Kebijakan ini bertujuan agar pendidikan lebih relevan dengan dunia kerja yang terus berubah. Banyak siswa selama ini merasa pelajaran di sekolah kurang terkait dengan skill yang dibutuhkan industri, sehingga rencana ini diharapkan bisa menjembatani kesenjangan tersebut.
Dengan menawarkan kursus AI sejak dini, siswa bisa mulai memahami dasar-dasar teknologi yang sedang berkembang pesat. Hal ini juga memberi mereka gambaran nyata tentang karir di bidang teknologi tanpa harus menunggu kuliah.

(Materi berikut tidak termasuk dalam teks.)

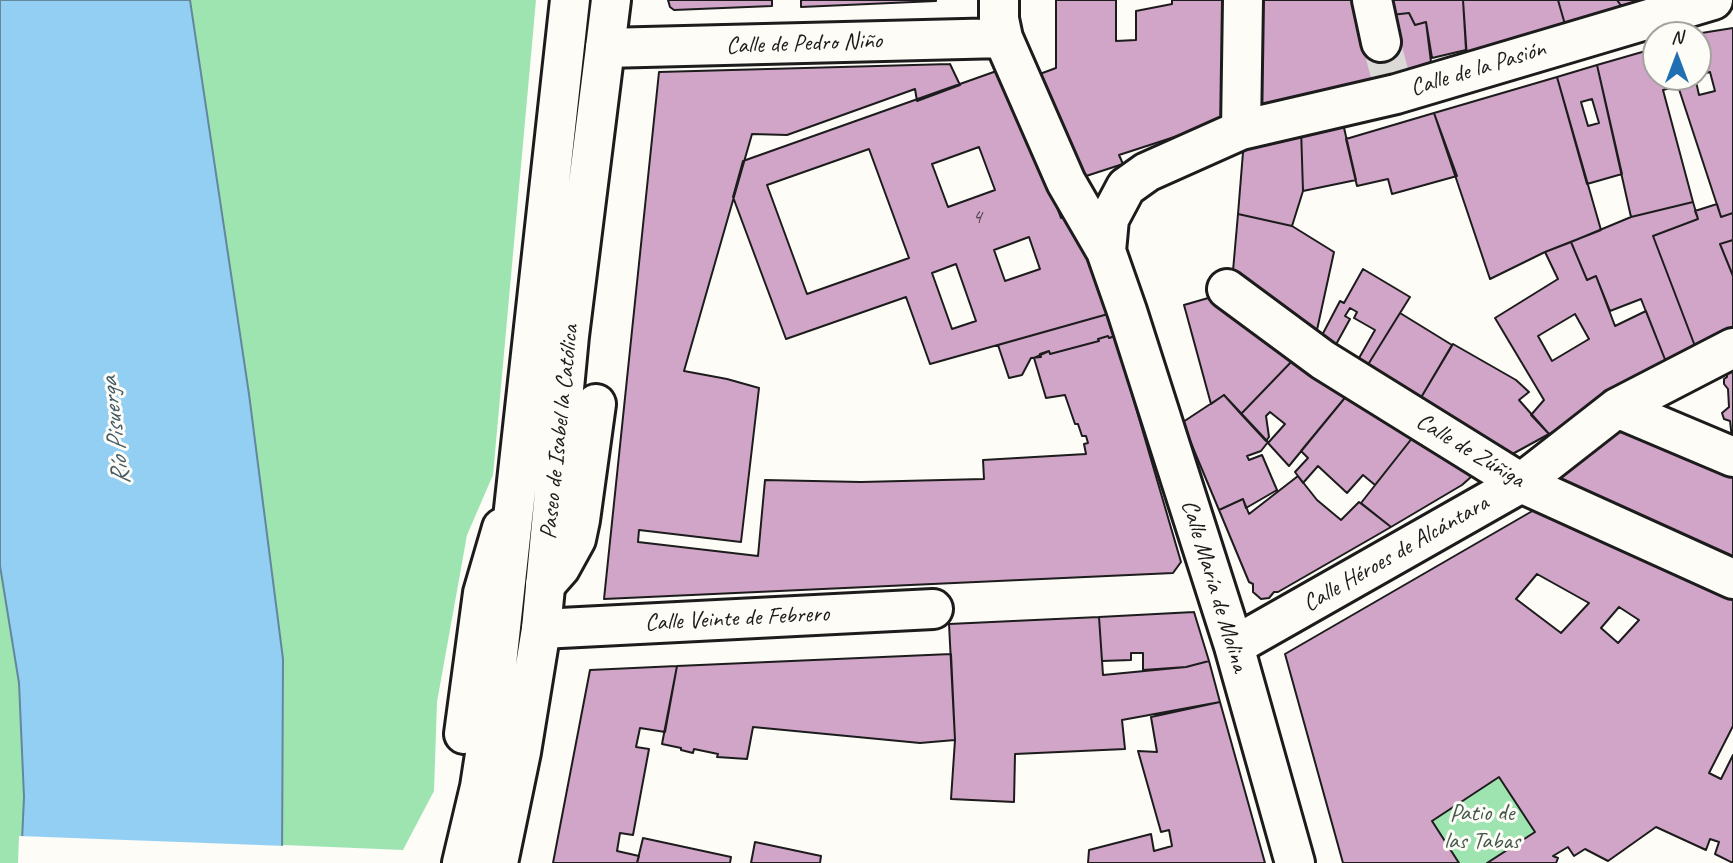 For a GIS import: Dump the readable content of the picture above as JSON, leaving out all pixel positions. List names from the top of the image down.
{
  "streets": {
    "street": [
      "Calle de Pedro Niño",
      "Calle de la Pasión",
      "Paseo de Isabel la Católica",
      "Calle de Zúñiga",
      "Calle Héroes de Alcántara",
      "Calle María de Molina",
      "Calle Veinte de Febrero"
    ]
  },
  "crossings": [
    ["Calle de Pedro Niño", "Paseo de Isabel la Católica"],
    ["Calle de Pedro Niño", "Calle María de Molina"],
    ["Calle de la Pasión", "Calle María de Molina"],
    ["Paseo de Isabel la Católica", "Calle Veinte de Febrero"],
    ["Calle de Zúñiga", "Calle Héroes de Alcántara"],
    ["Calle Héroes de Alcántara", "Calle María de Molina"]
  ],
  "water": ["Río Pisuerga"],
  "parks": ["Patio de las Tabas"],
  "house_numbers": ["4"],
  "north": "top"
} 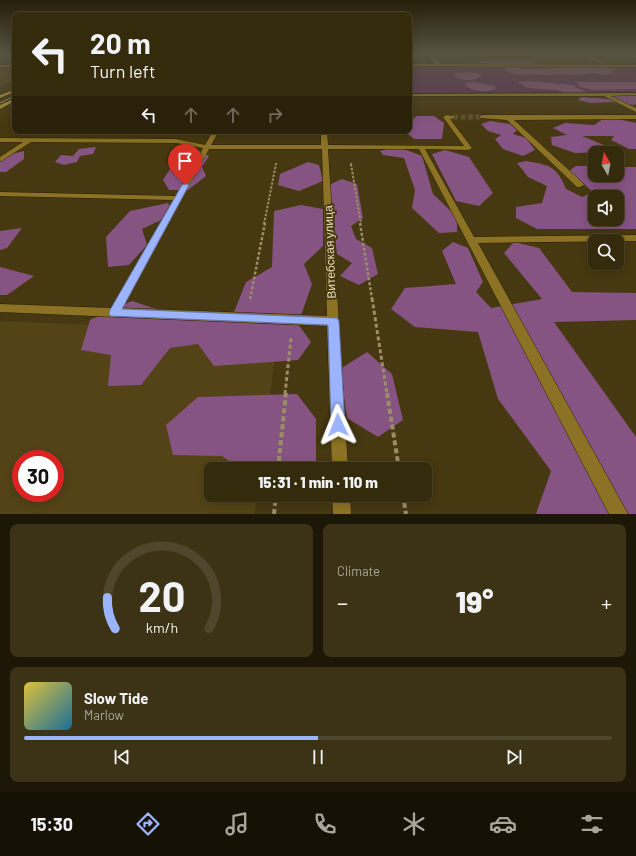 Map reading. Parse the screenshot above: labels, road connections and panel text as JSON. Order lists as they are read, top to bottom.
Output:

Salah satu poin penting yang muncul dari kebijakan ini adalah potensi peningkatan keterlibatan siswa. Ketika materi pelajaran dikaitkan langsung dengan peluang kerja lokal, motivasi belajar cenderung naik karena mereka melihat manfaat praktisnya.
Selain itu, pendekatan ini bisa membantu daerah-daerah yang sedang mengembangkan sektor manufaktur dan teknologi. Sekolah yang menyesuaikan kurikulum dengan kebutuhan industri sekitar akan menciptakan alur talenta yang lebih lancar dari bangku sekolah ke dunia kerja.
Tentu saja implementasinya memerlukan persiapan matang, mulai dari pelatihan guru hingga penyediaan fasilitas yang memadai. Namun secara keseluruhan, langkah ini menunjukkan arah pendidikan yang semakin adaptif terhadap kemajuan teknologi.